Ana wants a concept of a default Gateway.

Gateway API currently requires every north/south Route object to explicitly specify its parent Gateway. This is helpful in that it removes ambiguity, but it's less helpful in that Ana is stuck constantly explicitly configuring a thing that she probably doesn't care much about: in a great many cases, Ana just wants to create a Route that "works from the outside world" and she really doesn't care what the Gateway is called.

Therefore, Ana would like a way to be able to rely on a default Gateway that she doesn't have to explicitly name, and can simply trust to exist.

Goals

  • Give Ana a way to use Gateway API without having to explicitly specify a Gateway for every Route, ideally without mutating Routes.

  • Give Ana an easy way to determine which Gateway is the default, and which of her Routes are bound to it.

  • Continue supporting multiple Gateways in a cluster, while allowing exactly one of them to be the default Gateway.

  • Allow Chihiro to retain control over which Gateway is the default, so that they can ensure that it meets their requirements for security, performance, and other operational concerns.

  • Allow Chihiro to choose not to provide a default Gateway.

  • Allow Chihiro to rename, reconfigure, or replace the default Gateway at runtime.

  • If Chihiro renames the default Gateway, Routes using the default Gateway MUST remain bound to the new default Gateway. Ana shouldn't need to go recreate all her Routes just because Chihiro is being indecisive.

  • Determine how (or if) to signal changes in functionality if the default Gateway implementation is changed. For example, suppose that Chihiro switches the default Gateway from an implementation that supports the HTTPRoutePhaseOfTheMoon filter to an implementation that does not.

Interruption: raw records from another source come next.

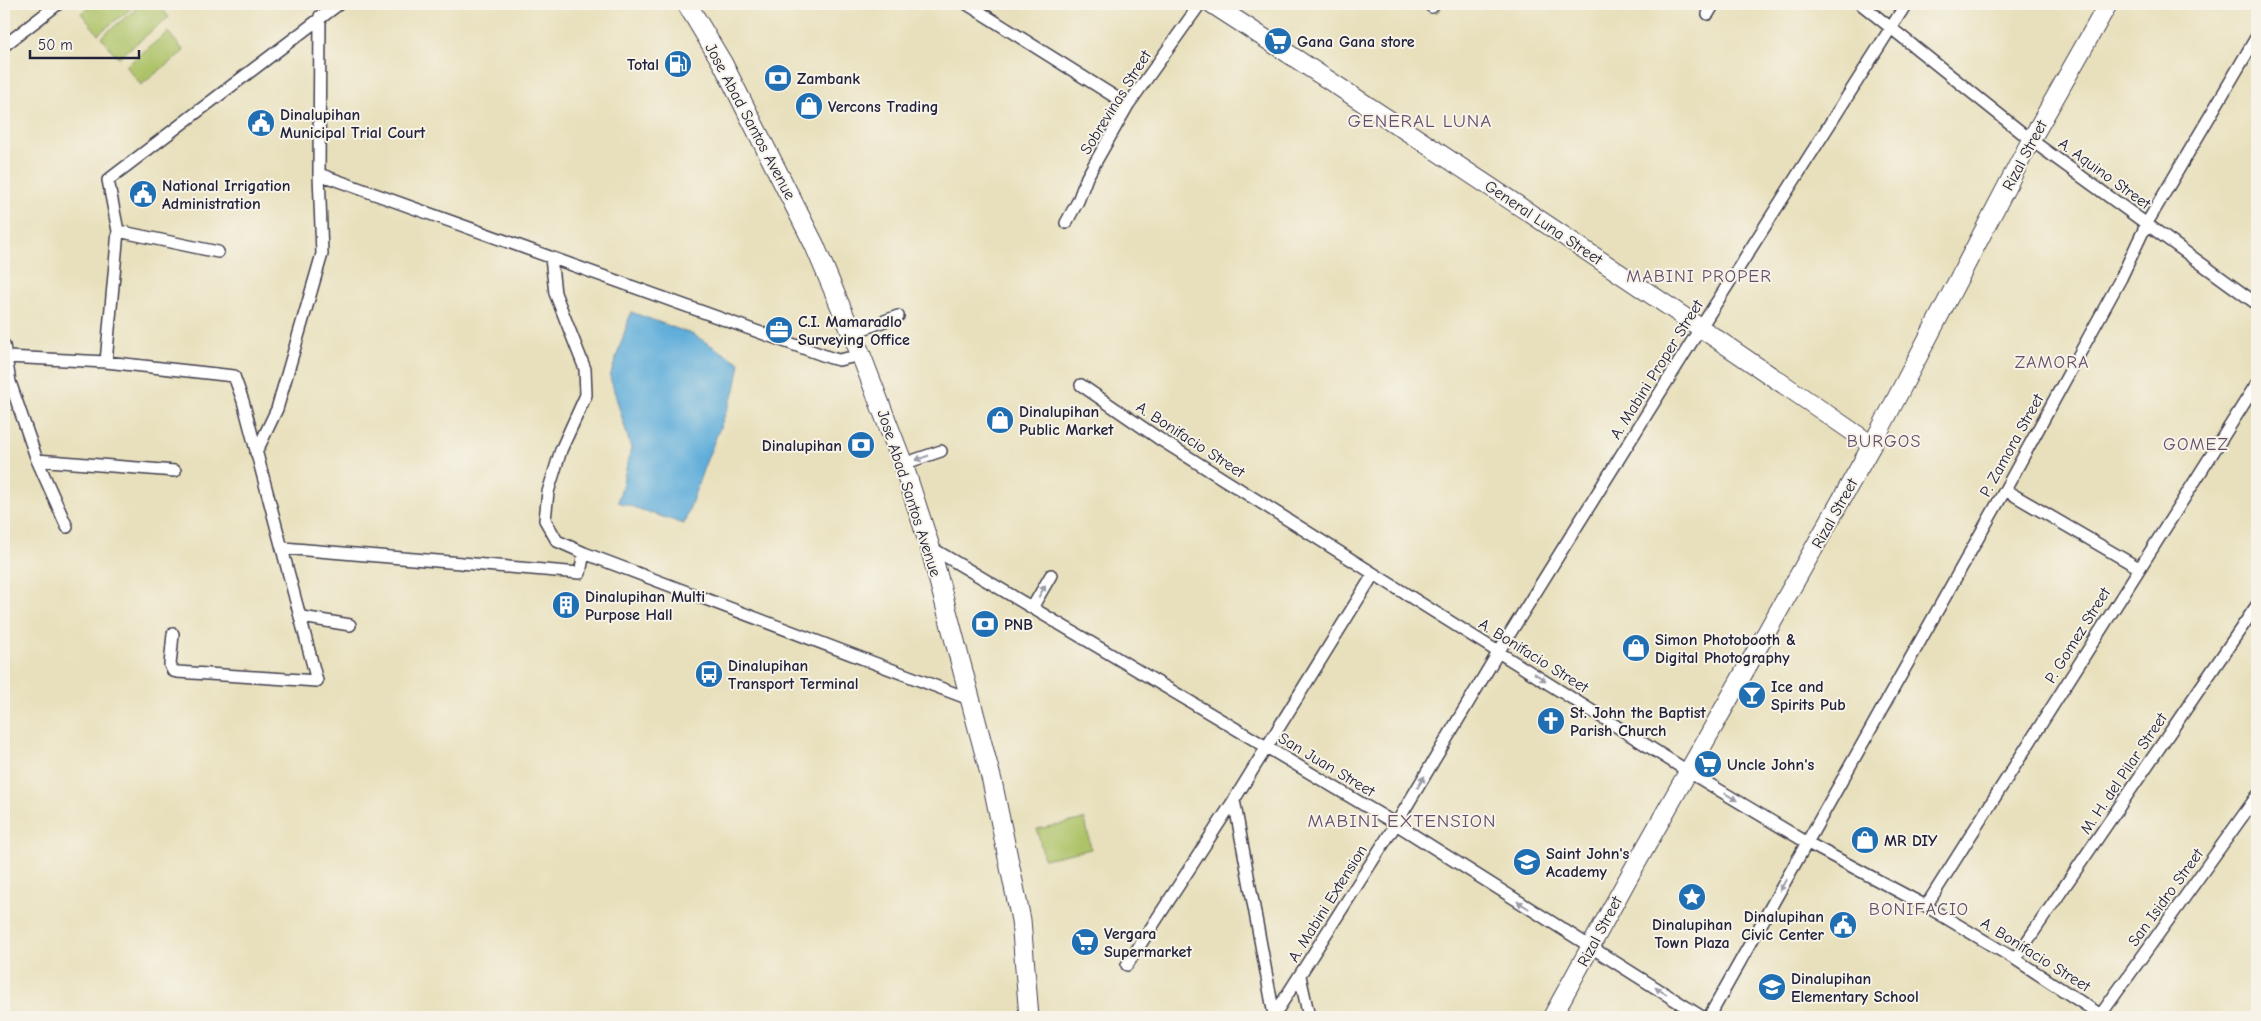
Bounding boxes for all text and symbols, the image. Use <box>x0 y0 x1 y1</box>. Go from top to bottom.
supermarket icon: Gana Gana store <box>1263 26 1293 56</box>
scale bar <box>30 28 139 60</box>
place label: Gana Gana store <box>1297 33 1415 51</box>
text: 50 m <box>38 36 73 54</box>
street label: Jose Abad Santos Avenue <box>701 40 799 203</box>
street label: Sobrevinas Street <box>1077 47 1155 158</box>
fuel station icon: Total <box>663 49 693 79</box>
place label: Total <box>627 56 659 74</box>
bank icon: Zambank <box>763 63 793 93</box>
place label: Zambank <box>797 70 860 88</box>
shop icon: Vercons Trading <box>794 91 824 121</box>
place label: Vercons Trading <box>828 98 939 116</box>
place label: Dinalupihan Municipal Trial Court <box>280 106 426 142</box>
public building icon: Dinalupihan Municipal Trial Court <box>246 108 276 138</box>
district label: GENERAL LUNA <box>1348 110 1492 132</box>
street label: Rizal Street <box>1999 117 2051 194</box>
street label: A. Aquino Street <box>2055 134 2154 213</box>
place label: National Irrigation Administration <box>162 177 291 213</box>
street label: General Luna Street <box>1481 177 1606 269</box>
public building icon: National Irrigation Administration <box>128 179 158 209</box>
district label: MABINI PROPER <box>1626 266 1772 287</box>
street label: A. Mabini Proper Street <box>1607 296 1707 442</box>
place label: C.I. Mamaradlo Surveying Office <box>798 313 910 349</box>
office icon: C.I. Mamaradlo Surveying Office <box>764 315 794 345</box>
district label: ZAMORA <box>2015 352 2089 373</box>
street label: P. Zamora Street <box>1976 391 2048 500</box>
street label: A. Bonifacio Street <box>1133 398 1248 482</box>
place label: Dinalupihan Public Market <box>1019 403 1114 439</box>
shop icon: Dinalupihan Public Market <box>985 405 1015 435</box>
street label: Jose Abad Santos Avenue <box>873 407 945 579</box>
bank icon: Dinalupihan <box>846 430 876 460</box>
district label: BURGOS <box>1847 431 1921 452</box>
district label: GOMEZ <box>2163 434 2229 455</box>
place label: Dinalupihan <box>762 437 842 455</box>
one-way arrow <box>914 454 929 462</box>
street label: Rizal Street <box>1808 475 1862 551</box>
street label: P. Gomez Street <box>2041 584 2115 687</box>
one-way arrow <box>1037 585 1046 598</box>
place label: Dinalupihan Multi Purpose Hall <box>585 588 705 624</box>
building icon: Dinalupihan Multi Purpose Hall <box>551 590 581 620</box>
bank icon: PNB <box>970 609 1000 639</box>
street label: A. Bonifacio Street <box>1475 615 1592 697</box>
place label: PNB <box>1004 616 1033 634</box>
place label: Simon Photobooth & Digital Photography <box>1655 631 1796 667</box>
shop icon: Simon Photobooth & Digital Photography <box>1621 633 1651 663</box>
place label: Dinalupihan Transport Terminal <box>728 657 859 693</box>
bus stop icon: Dinalupihan Transport Terminal <box>694 659 724 689</box>
one-way arrow <box>1533 673 1547 682</box>
place label: Ice and Spirits Pub <box>1771 678 1846 714</box>
bar icon: Ice and Spirits Pub <box>1737 680 1767 710</box>
place label: St. John the Baptist Parish Church <box>1570 704 1707 740</box>
church icon: St. John the Baptist Parish Church <box>1536 706 1566 736</box>
street label: M. H. del Pilar Street <box>2077 709 2171 837</box>
street label: San Juan Street <box>1275 729 1378 801</box>
supermarket icon: Uncle John's <box>1693 749 1723 779</box>
place label: Uncle John's <box>1727 756 1814 774</box>
one-way arrow <box>1416 776 1425 789</box>
one-way arrow <box>1724 793 1737 802</box>
district label: MABINI EXTENSION <box>1308 810 1496 832</box>
shop icon: MR DIY <box>1850 825 1880 855</box>
place label: MR DIY <box>1884 832 1938 850</box>
street label: A. Mabini Extension <box>1285 842 1371 965</box>
place label: Saint John's Academy <box>1546 845 1630 881</box>
street label: San Isidro Street <box>2124 845 2208 950</box>
school or university icon: Saint John's Academy <box>1512 847 1542 877</box>
one-way arrow <box>1778 878 1787 892</box>
place icon: Dinalupihan Town Plaza <box>1677 882 1707 912</box>
street label: Rizal Street <box>1574 893 1626 970</box>
district label: BONIFACIO <box>1869 899 1969 920</box>
one-way arrow <box>1517 900 1530 909</box>
place label: Dinalupihan Civic Center <box>1741 908 1825 944</box>
public building icon: Dinalupihan Civic Center <box>1828 910 1858 940</box>
street label: A. Bonifacio Street <box>1977 914 2094 996</box>
place label: Dinalupihan Town Plaza <box>1652 916 1732 952</box>
place label: Vergara Supermarket <box>1104 925 1192 961</box>
supermarket icon: Vergara Supermarket <box>1070 927 1100 957</box>
place label: Dinalupihan Elementary School <box>1791 970 1919 1006</box>
school or university icon: Dinalupihan Elementary School <box>1757 972 1787 1002</box>
one-way arrow <box>1654 987 1667 996</box>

    (Note that this problem is not unique to default Gateways; it affects explicitly-named Gateways as well.)

  • Allow Chihiro to control which Routes may bind to the default Gateway, and to enumerate which Routes are currently bound to the default Gateway.

  • Support easy interoperation with common CI/CD and GitOps workflows.

  • Define how (or if) listener and Gateway merging applies to a default Gateway.

Non-Goals

  • Support multiple "default" Gateways in a single cluster. If Ana has to make a choice about which Gateway she wants to use, she'll need to be explicit about that.

Loosening this restriction later is a possibility. For example, we may later want to consider allowing a default Gateway per namespace, or a default Gateway per implementation running in a cluster. However, these examples are not in scope for this GEP, in order to have a fighting chance of getting functionality into Gateway API 1.4.

  • Allow Ana to override Chihiro's choice for the default Gateway for a given Route without explicitly specifying the Gateway.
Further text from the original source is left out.